- _EXERCISE PROMPT_
Everything in the listing below should be repeated exactly, apart from the pictures.
━━ MATERIAL FOR THIS TASK ━━
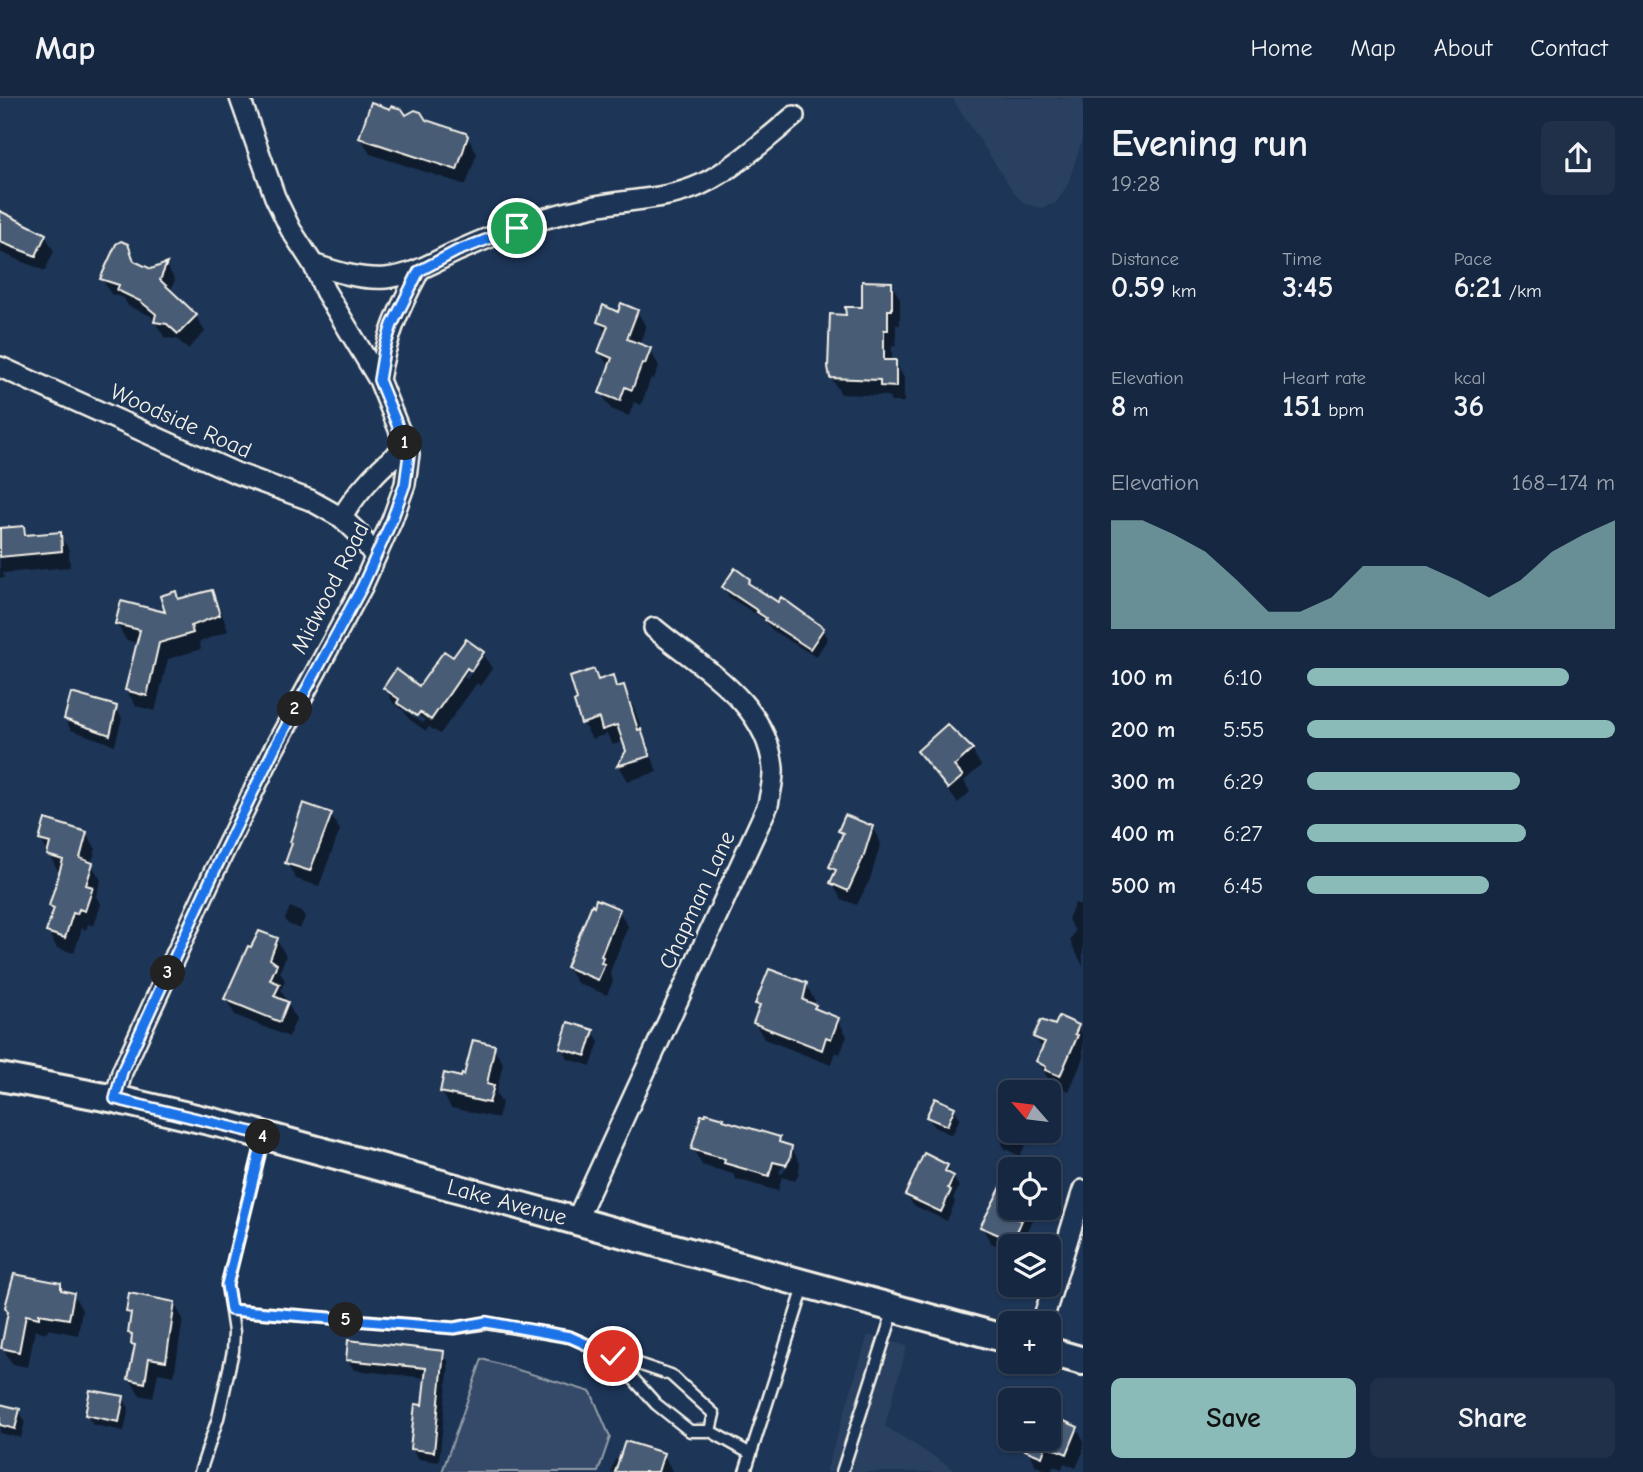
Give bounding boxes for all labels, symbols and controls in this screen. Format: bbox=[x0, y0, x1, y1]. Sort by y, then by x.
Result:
text: Map bbox=[35, 29, 96, 67]
text: Home bbox=[1251, 34, 1312, 62]
text: Map bbox=[1350, 34, 1396, 62]
text: About bbox=[1434, 34, 1492, 62]
text: Contact bbox=[1530, 34, 1608, 62]
button: share bbox=[1541, 121, 1615, 195]
text: Evening run bbox=[1111, 122, 1308, 166]
text: 19:28 bbox=[1111, 170, 1160, 197]
pin bbox=[487, 198, 547, 258]
icon: arrive bbox=[498, 209, 536, 247]
text: Distance bbox=[1111, 248, 1179, 270]
text: Time bbox=[1282, 248, 1322, 270]
text: Pace bbox=[1454, 248, 1492, 270]
text: 0.59 bbox=[1111, 270, 1165, 305]
text: 3:45 bbox=[1282, 270, 1333, 305]
text: 6:21 bbox=[1454, 270, 1502, 305]
text: km bbox=[1165, 280, 1196, 302]
text: /km bbox=[1502, 280, 1542, 302]
text: Elevation bbox=[1111, 367, 1184, 389]
text: Heart rate bbox=[1282, 367, 1366, 389]
text: kcal bbox=[1454, 367, 1486, 389]
street label: Woodside Road bbox=[106, 378, 256, 464]
text: 8 bbox=[1111, 389, 1126, 424]
text: 151 bbox=[1282, 389, 1322, 424]
text: 36 bbox=[1454, 389, 1484, 424]
text: m bbox=[1126, 399, 1148, 421]
text: bpm bbox=[1322, 399, 1364, 421]
pin: 1 bbox=[388, 426, 422, 460]
text: 1 bbox=[401, 431, 408, 453]
text: Elevation bbox=[1111, 469, 1199, 496]
text: 168–174 m bbox=[1512, 469, 1615, 496]
street label: Midwood Road bbox=[285, 518, 375, 658]
text: 100 m bbox=[1111, 664, 1173, 691]
text: 6:10 bbox=[1223, 664, 1263, 691]
pin: 2 bbox=[278, 692, 312, 726]
text: 2 bbox=[290, 697, 299, 719]
text: 200 m bbox=[1111, 716, 1175, 743]
text: 5:55 bbox=[1223, 716, 1265, 743]
text: 300 m bbox=[1111, 768, 1175, 795]
text: 6:29 bbox=[1223, 768, 1264, 795]
text: 400 m bbox=[1111, 820, 1175, 847]
text: 6:27 bbox=[1223, 820, 1263, 847]
street label: Chapman Lane bbox=[653, 827, 741, 973]
text: 500 m bbox=[1111, 872, 1176, 899]
text: 6:45 bbox=[1223, 872, 1263, 899]
pin: 3 bbox=[150, 956, 186, 990]
text: 3 bbox=[163, 961, 172, 983]
north arrow bbox=[998, 1080, 1060, 1143]
map controls bbox=[998, 1080, 1061, 1451]
pin: 4 bbox=[246, 1119, 280, 1154]
text: 4 bbox=[258, 1125, 267, 1147]
button: locate bbox=[998, 1157, 1061, 1220]
street label: Lake Avenue bbox=[444, 1173, 570, 1231]
button: layers bbox=[998, 1234, 1061, 1297]
pin: 5 bbox=[328, 1302, 364, 1338]
text: 5 bbox=[340, 1308, 351, 1330]
button: + bbox=[998, 1311, 1061, 1374]
pin bbox=[583, 1326, 643, 1386]
icon: check bbox=[594, 1337, 632, 1375]
button: Save bbox=[1111, 1378, 1356, 1458]
button: Share bbox=[1370, 1378, 1615, 1458]
button: − bbox=[998, 1388, 1061, 1451]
━━━
- _SOLUTION_
Give bounding boxes for all labels, symbols and controls in this screen. Format: bbox=[x0, y0, x1, y1]. Sort by y, then by x.
Result:
text: Map bbox=[35, 29, 96, 67]
text: Home bbox=[1251, 34, 1312, 62]
text: Map bbox=[1350, 34, 1396, 62]
text: About bbox=[1434, 34, 1492, 62]
text: Contact bbox=[1530, 34, 1608, 62]
button: share bbox=[1541, 121, 1615, 195]
text: Evening run bbox=[1111, 122, 1308, 166]
text: 19:28 bbox=[1111, 170, 1160, 197]
pin bbox=[487, 198, 547, 258]
icon: arrive bbox=[498, 209, 536, 247]
text: Distance bbox=[1111, 248, 1179, 270]
text: Time bbox=[1282, 248, 1322, 270]
text: Pace bbox=[1454, 248, 1492, 270]
text: 0.59 bbox=[1111, 270, 1165, 305]
text: 3:45 bbox=[1282, 270, 1333, 305]
text: 6:21 bbox=[1454, 270, 1502, 305]
text: km bbox=[1165, 280, 1196, 302]
text: /km bbox=[1502, 280, 1542, 302]
text: Elevation bbox=[1111, 367, 1184, 389]
text: Heart rate bbox=[1282, 367, 1366, 389]
text: kcal bbox=[1454, 367, 1486, 389]
street label: Woodside Road bbox=[106, 378, 256, 464]
text: 8 bbox=[1111, 389, 1126, 424]
text: 151 bbox=[1282, 389, 1322, 424]
text: 36 bbox=[1454, 389, 1484, 424]
text: m bbox=[1126, 399, 1148, 421]
text: bpm bbox=[1322, 399, 1364, 421]
pin: 1 bbox=[388, 426, 422, 460]
text: 1 bbox=[401, 431, 408, 453]
text: Elevation bbox=[1111, 469, 1199, 496]
text: 168–174 m bbox=[1512, 469, 1615, 496]
street label: Midwood Road bbox=[285, 518, 375, 658]
text: 100 m bbox=[1111, 664, 1173, 691]
text: 6:10 bbox=[1223, 664, 1263, 691]
pin: 2 bbox=[278, 692, 312, 726]
text: 2 bbox=[290, 697, 299, 719]
text: 200 m bbox=[1111, 716, 1175, 743]
text: 5:55 bbox=[1223, 716, 1265, 743]
text: 300 m bbox=[1111, 768, 1175, 795]
text: 6:29 bbox=[1223, 768, 1264, 795]
text: 400 m bbox=[1111, 820, 1175, 847]
text: 6:27 bbox=[1223, 820, 1263, 847]
street label: Chapman Lane bbox=[653, 827, 741, 973]
text: 500 m bbox=[1111, 872, 1176, 899]
text: 6:45 bbox=[1223, 872, 1263, 899]
pin: 3 bbox=[150, 956, 186, 990]
text: 3 bbox=[163, 961, 172, 983]
north arrow bbox=[998, 1080, 1060, 1143]
map controls bbox=[998, 1080, 1061, 1451]
pin: 4 bbox=[246, 1119, 280, 1154]
text: 4 bbox=[258, 1125, 267, 1147]
button: locate bbox=[998, 1157, 1061, 1220]
street label: Lake Avenue bbox=[444, 1173, 570, 1231]
button: layers bbox=[998, 1234, 1061, 1297]
pin: 5 bbox=[328, 1302, 364, 1338]
text: 5 bbox=[340, 1308, 351, 1330]
button: + bbox=[998, 1311, 1061, 1374]
pin bbox=[583, 1326, 643, 1386]
icon: check bbox=[594, 1337, 632, 1375]
button: Save bbox=[1111, 1378, 1356, 1458]
button: Share bbox=[1370, 1378, 1615, 1458]
button: − bbox=[998, 1388, 1061, 1451]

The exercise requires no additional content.